Problem requirements - Scan the entries that follow and copy out every line containing "list".

Excerpted records -
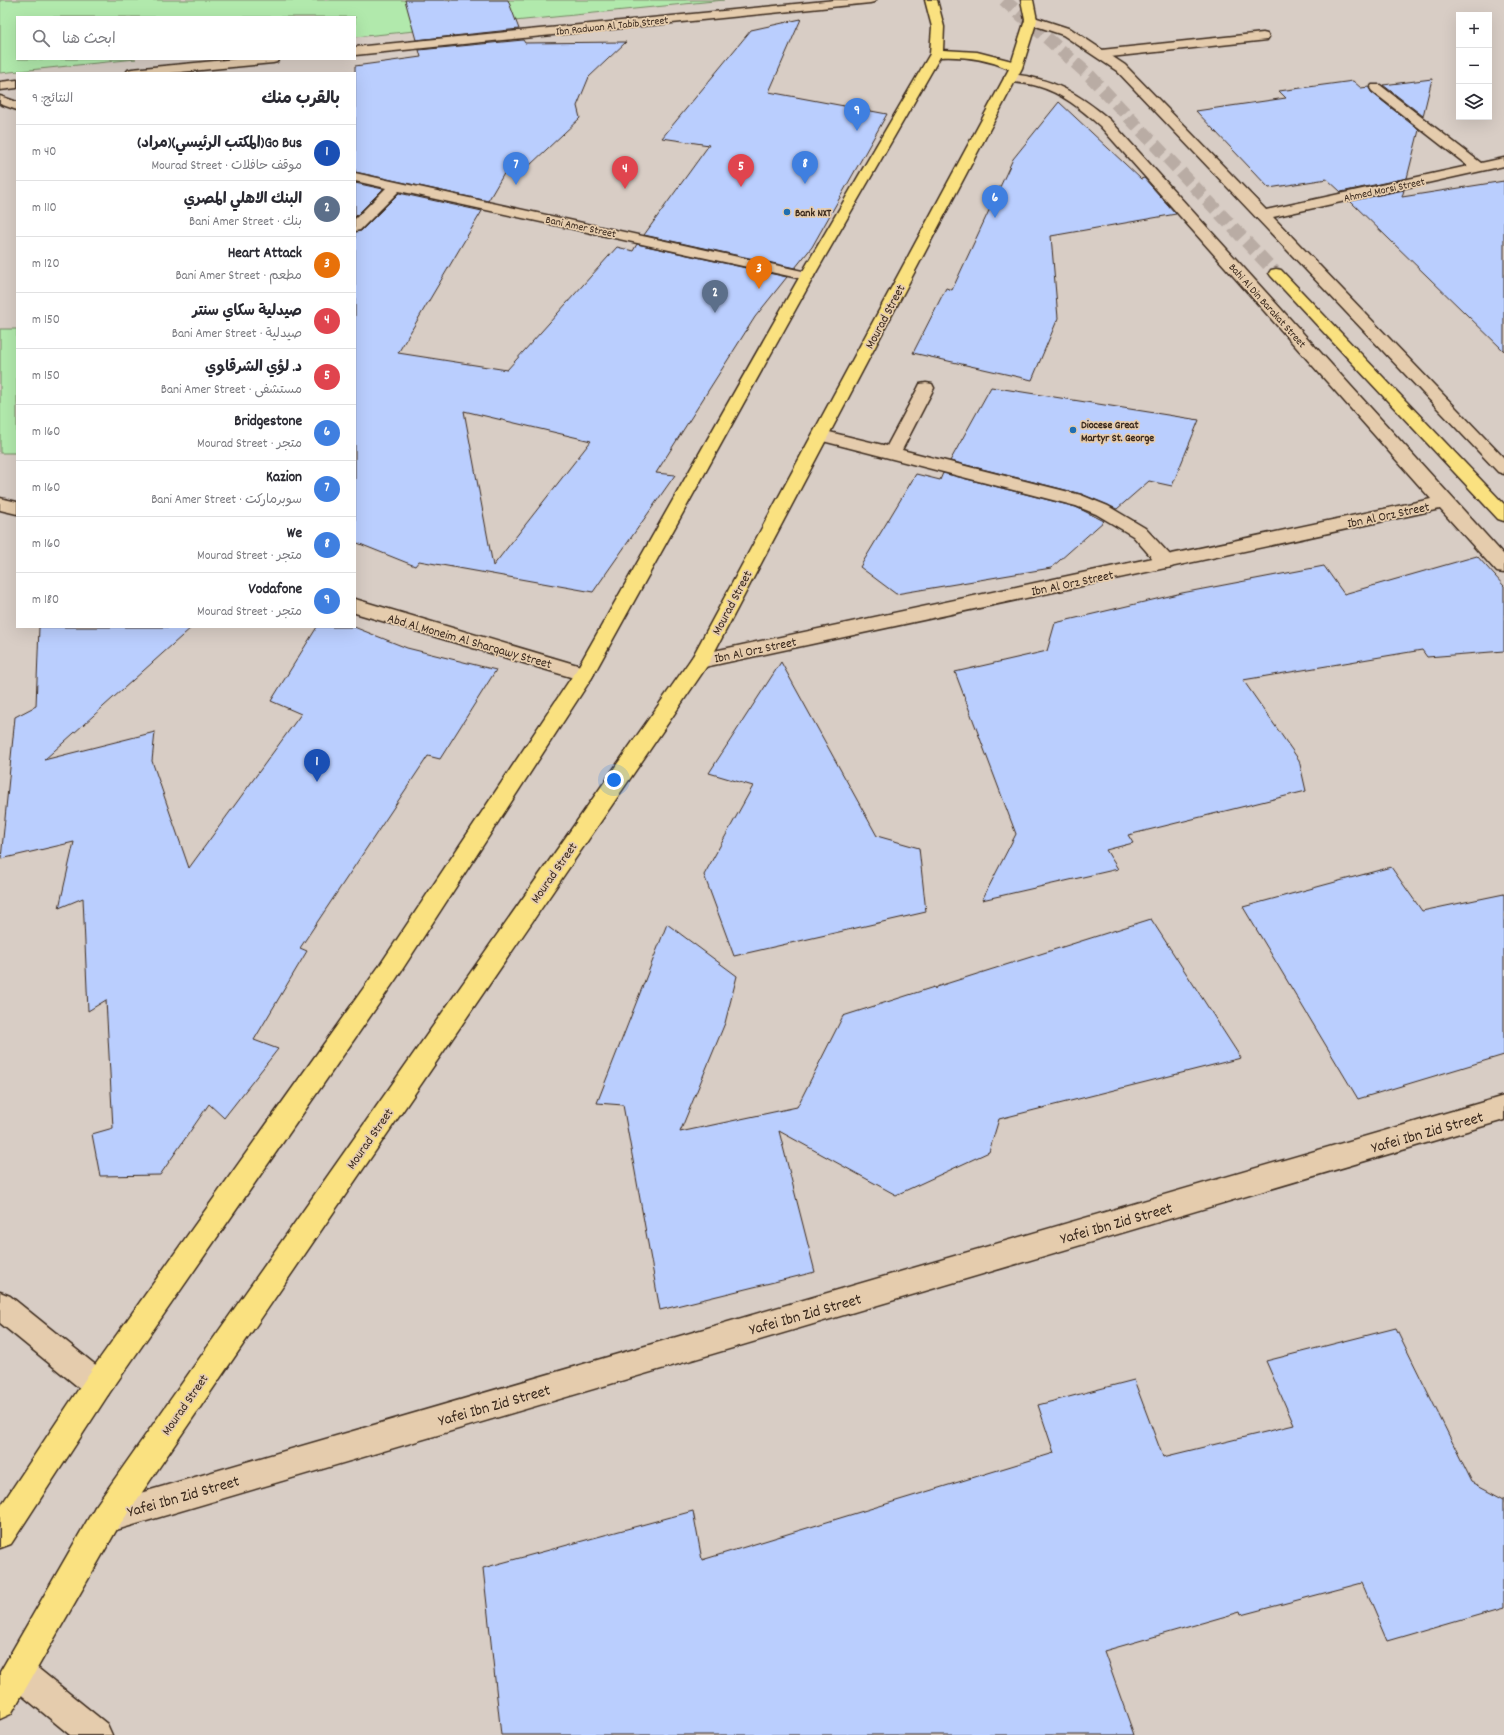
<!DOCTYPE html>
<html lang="ar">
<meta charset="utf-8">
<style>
:root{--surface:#fff;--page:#f7f7f7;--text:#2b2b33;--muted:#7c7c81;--line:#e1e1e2;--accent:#1f6fb2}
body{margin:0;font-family:Dekko,"Playpen Sans Arabic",sans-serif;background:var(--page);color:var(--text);direction:rtl}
.controls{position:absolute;right:12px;top:12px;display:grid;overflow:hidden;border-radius:0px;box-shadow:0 4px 16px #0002}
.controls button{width:36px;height:36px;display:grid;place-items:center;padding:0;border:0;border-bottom:1px solid var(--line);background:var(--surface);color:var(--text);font:20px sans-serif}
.you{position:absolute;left:614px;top:780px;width:14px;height:14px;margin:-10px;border:3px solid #fff;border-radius:50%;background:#1a73e8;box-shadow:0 0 0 6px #1a73e833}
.badge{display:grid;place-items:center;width:26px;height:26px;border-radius:50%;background:var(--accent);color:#fff;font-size:13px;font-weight:700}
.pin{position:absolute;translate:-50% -33px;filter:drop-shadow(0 1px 2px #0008)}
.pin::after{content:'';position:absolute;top:21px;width:14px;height:12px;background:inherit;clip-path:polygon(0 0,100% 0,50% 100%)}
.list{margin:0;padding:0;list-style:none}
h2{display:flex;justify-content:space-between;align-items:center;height:52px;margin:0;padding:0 16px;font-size:17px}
h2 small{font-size:13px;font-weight:400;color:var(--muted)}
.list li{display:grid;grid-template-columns:26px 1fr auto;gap:12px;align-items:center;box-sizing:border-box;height:56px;padding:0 16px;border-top:1px solid var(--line)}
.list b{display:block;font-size:15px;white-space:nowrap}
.list p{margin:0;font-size:13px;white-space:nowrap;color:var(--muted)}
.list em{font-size:13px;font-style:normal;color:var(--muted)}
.icon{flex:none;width:22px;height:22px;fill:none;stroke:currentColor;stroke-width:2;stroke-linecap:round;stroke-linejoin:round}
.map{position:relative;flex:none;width:1504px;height:1735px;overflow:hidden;direction:ltr}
.search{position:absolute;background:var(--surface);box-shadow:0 4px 16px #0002;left:16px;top:16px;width:340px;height:44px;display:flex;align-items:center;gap:10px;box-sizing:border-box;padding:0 14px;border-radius:0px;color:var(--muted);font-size:15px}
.panel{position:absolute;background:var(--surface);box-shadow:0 4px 16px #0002;left:16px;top:72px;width:340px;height:556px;border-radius:0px;direction:rtl}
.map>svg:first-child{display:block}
.green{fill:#b1e9ac;stroke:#768a65}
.building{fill:#bacefe;stroke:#3b2a1e;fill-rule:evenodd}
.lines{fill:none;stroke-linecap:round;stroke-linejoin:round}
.primary-tunnel{stroke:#b9aca4;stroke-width:13;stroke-dasharray:13 6;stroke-linecap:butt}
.service-casing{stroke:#3b2a1e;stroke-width:3}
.minor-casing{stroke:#3b2a1e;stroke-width:3}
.primary-casing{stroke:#3b2a1e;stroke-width:3}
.service{fill:#e5ccad;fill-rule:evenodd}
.minor{fill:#e5ccad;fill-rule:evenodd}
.primary{fill:#fae180;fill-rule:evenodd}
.poi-dot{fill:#1f6fb2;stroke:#e5ccad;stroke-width:1.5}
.labels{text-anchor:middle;stroke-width:3.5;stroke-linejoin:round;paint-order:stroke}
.far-street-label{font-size:11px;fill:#3b2a1e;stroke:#e5ccad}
.far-poi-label{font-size:11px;font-weight:bold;fill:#3b2a1e;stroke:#e5ccad;text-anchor:start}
.street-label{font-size:13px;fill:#3b2a1e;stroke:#e5ccad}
.near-street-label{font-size:16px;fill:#3b2a1e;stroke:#e5ccad}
</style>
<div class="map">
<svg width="1504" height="1735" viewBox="0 0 1504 1735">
<rect width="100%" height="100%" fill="#d8cdc5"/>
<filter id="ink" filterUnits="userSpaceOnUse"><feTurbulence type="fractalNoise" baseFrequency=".025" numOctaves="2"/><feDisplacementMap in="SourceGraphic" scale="8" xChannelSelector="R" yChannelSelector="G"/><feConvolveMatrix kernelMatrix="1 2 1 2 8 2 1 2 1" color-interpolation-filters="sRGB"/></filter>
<g filter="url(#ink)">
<g class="green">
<polygon points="0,0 724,0 355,37 355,17 17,17 17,59 136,59 0,73"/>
<rect x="0" y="329" width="17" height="124"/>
</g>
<g class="building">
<polygon points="405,0 508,0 519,29 416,40"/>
<polygon points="801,19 769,92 887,114 812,247 795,268 644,235 709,145 662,138 751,30"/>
<polygon points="523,40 525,43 626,42 589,77 577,106 580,118 530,165 509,165 488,201 355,172 355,66 421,57 419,50"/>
<polygon points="1432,79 1423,116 1383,85"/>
<polygon points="1353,81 1361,88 1369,87 1371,92 1419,130 1407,178 1341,192 1327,179 1269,188 1196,111 1286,98 1279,91"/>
<polygon points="1059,102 1141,179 1144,178 1176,214 1051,236 1058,318 1032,380 913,353 946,288 952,290 1013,159"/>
<polygon points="1504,181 1504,351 1350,201 1404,190 1402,197"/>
<polygon points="355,183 383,189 355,217"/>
<path d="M399,193L482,211L398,353L507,370L617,247L633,251L637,244L787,277L755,317L656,473L675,475L593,592L419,561L415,566L355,542V232L361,231ZM464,411L591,441L493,566Z"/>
<polygon points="991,387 1199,420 1172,486 1149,481 1117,509 1081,494 950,461"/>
<polygon points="943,473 1076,507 1104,521 1051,568 896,594 860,567 916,474 940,480"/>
<polygon points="1477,556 1504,586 1504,651 1427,657 1422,650 1243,680 1299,760 1306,791 1128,835 1133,843 1106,850 1118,869 982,900 1016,834 955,672 1047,651 1055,623 1182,593 1324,566 1344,594"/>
<polygon points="39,627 192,627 44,760 155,732 152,761 189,868 301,714 271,701 317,627 354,627 407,648 496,670 440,759 428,756 300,948 307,951 254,1040 278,1049 224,1118 209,1104 160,1175 100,1176 92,1134 113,1128 106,1000 88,1011 83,898 59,908 74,842 1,859 15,717 36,706"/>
<polygon points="781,662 877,836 919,848 926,912 734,956 704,875 753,786 709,773"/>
<polygon points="1391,867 1422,911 1504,894 1504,1055 1358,1099 1243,907"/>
<polygon points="1151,919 1241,1058 999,1119 989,1152 896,1195 779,1131 815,1272 660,1310 623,1105 597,1103 667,924 737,976 725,1023 680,1132 797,1107 843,1016 934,987 935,989 936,987"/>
<polygon points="1396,1328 1472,1482 1504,1499 1504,1607 1387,1641 1362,1583 1241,1615 1240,1612 1104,1651 1134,1735 501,1735 483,1568 693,1511 702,1560 1054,1453 1038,1405 1134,1380 1163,1457 1294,1425 1266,1361"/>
</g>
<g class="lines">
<polyline class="primary-tunnel" points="1004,0 1090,76 1276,273"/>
<g class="service-casing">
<g id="service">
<polygon points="1263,33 1267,34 1269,37 1267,40 1101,58 1097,57 1095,54 1097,51 1101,50"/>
<polygon points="926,383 932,384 934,388 902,450 1081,495 1108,506 1145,528 1172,557 1175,562 1172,567 1166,568 1160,567 1133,536 1096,514 1076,506 815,439 813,435 815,431 821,430 887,446 918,388 920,384"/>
</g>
</g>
<g class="minor-casing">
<g id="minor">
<polygon points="835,0 876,0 874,2 870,3 355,55 355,47"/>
<polygon points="1031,16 1071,29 1125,65 1266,210 1468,166 1372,91 1370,88 1372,85 1380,85 1481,163 1504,158 1504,166 1273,217 1504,458 1504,474 1498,472 1117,71 1063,35 1027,23 1025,20 1027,17"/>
<polygon points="236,59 279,59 277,62 273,63 170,73 126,73 128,70 132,69"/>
<path d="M1010,74C1052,78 1078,93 1110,120L1504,555V573L1497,572L1440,509L700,668L693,666L690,661L693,656L700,654L1431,499L1100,126C1081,109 1062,93 1037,86C1026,83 1016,83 1006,81L1004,78L1006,75Z"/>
<polygon points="17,80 17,88 0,90 0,82"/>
<polygon points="0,96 17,102 17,110 0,104"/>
<polygon points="355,173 807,272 812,273 814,276 812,279 807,280 399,191 360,230 355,231 355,219 386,188 355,181"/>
<polygon points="0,498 17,502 17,514 0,510"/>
<polygon points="355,599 591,669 594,674 591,679 584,681 355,613"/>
<polygon points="1504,1096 1504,1120 106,1533 95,1529 91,1518 95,1507 106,1503"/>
<polygon points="0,1292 10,1296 108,1375 112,1385 108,1395 98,1399 88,1395 0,1323"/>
<polygon points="18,1656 29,1661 107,1724 112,1735 70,1735 7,1683 2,1672 7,1661"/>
</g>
</g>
<g class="primary-casing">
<g id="primary">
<path d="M925,0H937L944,27L943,50L977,52L1012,61L1025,20L1021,0H1033L1037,20L1022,68L707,666L117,1529L11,1714L0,1719V1672L95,1507L693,656L1009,69C987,59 964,56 940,57L814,276L591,679L396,979L108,1395L11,1544L0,1548V1507L88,1375L380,965L577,669L800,276L930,54L932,27Z"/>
<polygon points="1276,269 1281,270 1504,504 1504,521 1498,519 1271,276 1269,273 1271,270"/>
</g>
</g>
<use href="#service" class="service"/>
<use href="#minor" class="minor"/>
<use href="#primary" class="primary"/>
</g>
</g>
<g class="poi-dot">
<circle cx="787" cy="212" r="4"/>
<circle cx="1073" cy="430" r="4"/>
</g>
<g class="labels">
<g class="far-street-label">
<text transform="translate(612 25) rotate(-6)" y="4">Ibn Radwan Al Tabib Street</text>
<text transform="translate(1384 189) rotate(-12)" y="4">Ahmed Morsi Street</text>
<text transform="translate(581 226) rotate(12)" y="4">Bani Amer Street</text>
<text transform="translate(1268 305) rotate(48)" y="4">Bahi Al Din Barakat Street</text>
</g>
<g class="far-poi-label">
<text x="795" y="216">Bank NXT</text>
<text x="1081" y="428">Diocese Great<tspan x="1081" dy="13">Martyr St. George</tspan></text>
</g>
<g class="street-label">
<text transform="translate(884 316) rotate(-62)" y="5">Mourad Street</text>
<text transform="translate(1388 514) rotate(-12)" y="5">Ibn Al Orz Street</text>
<text transform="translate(1072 582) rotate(-12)" y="5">Ibn Al Orz Street</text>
<text transform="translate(731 602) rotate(-62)" y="5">Mourad Street</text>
<text transform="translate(470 640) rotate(16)" y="5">Abd Al Moneim Al Sharqawy Street</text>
<text transform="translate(755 649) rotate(-12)" y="5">Ibn Al Orz Street</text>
<text transform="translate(553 872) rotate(-55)" y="5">Mourad Street</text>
<text transform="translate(369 1138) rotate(-55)" y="5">Mourad Street</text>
<text transform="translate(184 1404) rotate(-55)" y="5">Mourad Street</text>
</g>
<g class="near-street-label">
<text transform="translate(1427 1131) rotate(-16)" y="6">Yafei Ibn Zid Street</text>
<text transform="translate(1116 1222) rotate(-16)" y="6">Yafei Ibn Zid Street</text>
<text transform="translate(805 1313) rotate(-16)" y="6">Yafei Ibn Zid Street</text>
<text transform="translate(494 1404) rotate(-16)" y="6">Yafei Ibn Zid Street</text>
<text transform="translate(183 1495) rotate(-16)" y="6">Yafei Ibn Zid Street</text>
</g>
</g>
</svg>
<div class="controls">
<button>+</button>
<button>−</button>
<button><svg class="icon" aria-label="layers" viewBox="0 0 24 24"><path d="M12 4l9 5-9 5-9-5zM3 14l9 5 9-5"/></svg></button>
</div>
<div class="you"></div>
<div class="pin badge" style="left:317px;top:782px;background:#1a4fb4">1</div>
<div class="pin badge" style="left:715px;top:313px;background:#5c6f8a">2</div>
<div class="pin badge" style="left:759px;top:289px;background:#e8710a">3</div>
<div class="pin badge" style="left:625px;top:189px;background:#e0444e">4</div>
<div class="pin badge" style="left:741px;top:187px;background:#e0444e">5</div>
<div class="pin badge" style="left:995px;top:218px;background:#3f7fe0">6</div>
<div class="pin badge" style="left:516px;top:185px;background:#3f7fe0">7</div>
<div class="pin badge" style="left:805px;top:184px;background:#3f7fe0">8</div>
<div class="pin badge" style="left:857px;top:131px;background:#3f7fe0">9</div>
<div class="search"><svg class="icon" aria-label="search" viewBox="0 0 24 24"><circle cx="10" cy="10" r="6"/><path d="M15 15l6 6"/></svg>ابحث هنا</div>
<section class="panel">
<h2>بالقرب منك<small>النتائج: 9</small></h2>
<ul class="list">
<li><span class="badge" style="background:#1a4fb4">1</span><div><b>Go Bus(المكتب الرئيسي)(مراد)</b><p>موقف حافلات · Mourad Street</p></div><em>40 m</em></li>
<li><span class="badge" style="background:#5c6f8a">2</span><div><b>البنك الاهلي المصري</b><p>بنك · Bani Amer Street</p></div><em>110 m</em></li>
<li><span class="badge" style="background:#e8710a">3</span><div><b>Heart Attack</b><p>مطعم · Bani Amer Street</p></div><em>120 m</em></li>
<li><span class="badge" style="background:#e0444e">4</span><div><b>صيدلية سكاي سنتر</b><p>صيدلية · Bani Amer Street</p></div><em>150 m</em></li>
<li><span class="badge" style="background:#e0444e">5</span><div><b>د. لؤي الشرقاوي</b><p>مستشفى · Bani Amer Street</p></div><em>150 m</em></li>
<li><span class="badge" style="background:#3f7fe0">6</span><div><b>Bridgestone</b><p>متجر · Mourad Street</p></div><em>160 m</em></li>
<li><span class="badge" style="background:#3f7fe0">7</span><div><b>Kazion</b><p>سوبرماركت · Bani Amer Street</p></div><em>160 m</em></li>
<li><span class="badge" style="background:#3f7fe0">8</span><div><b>We</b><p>متجر · Mourad Street</p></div><em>160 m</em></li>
<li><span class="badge" style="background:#3f7fe0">9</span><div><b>Vodafone</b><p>متجر · Mourad Street</p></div><em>180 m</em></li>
</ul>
</section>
</div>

Solution to this task -
.list{margin:0;padding:0;list-style:none}
.list li{display:grid;grid-template-columns:26px 1fr auto;gap:12px;align-items:center;box-sizing:border-box;height:56px;padding:0 16px;border-top:1px solid var(--line)}
.list b{display:block;font-size:15px;white-space:nowrap}
.list p{margin:0;font-size:13px;white-space:nowrap;color:var(--muted)}
.list em{font-size:13px;font-style:normal;color:var(--muted)}
<ul class="list">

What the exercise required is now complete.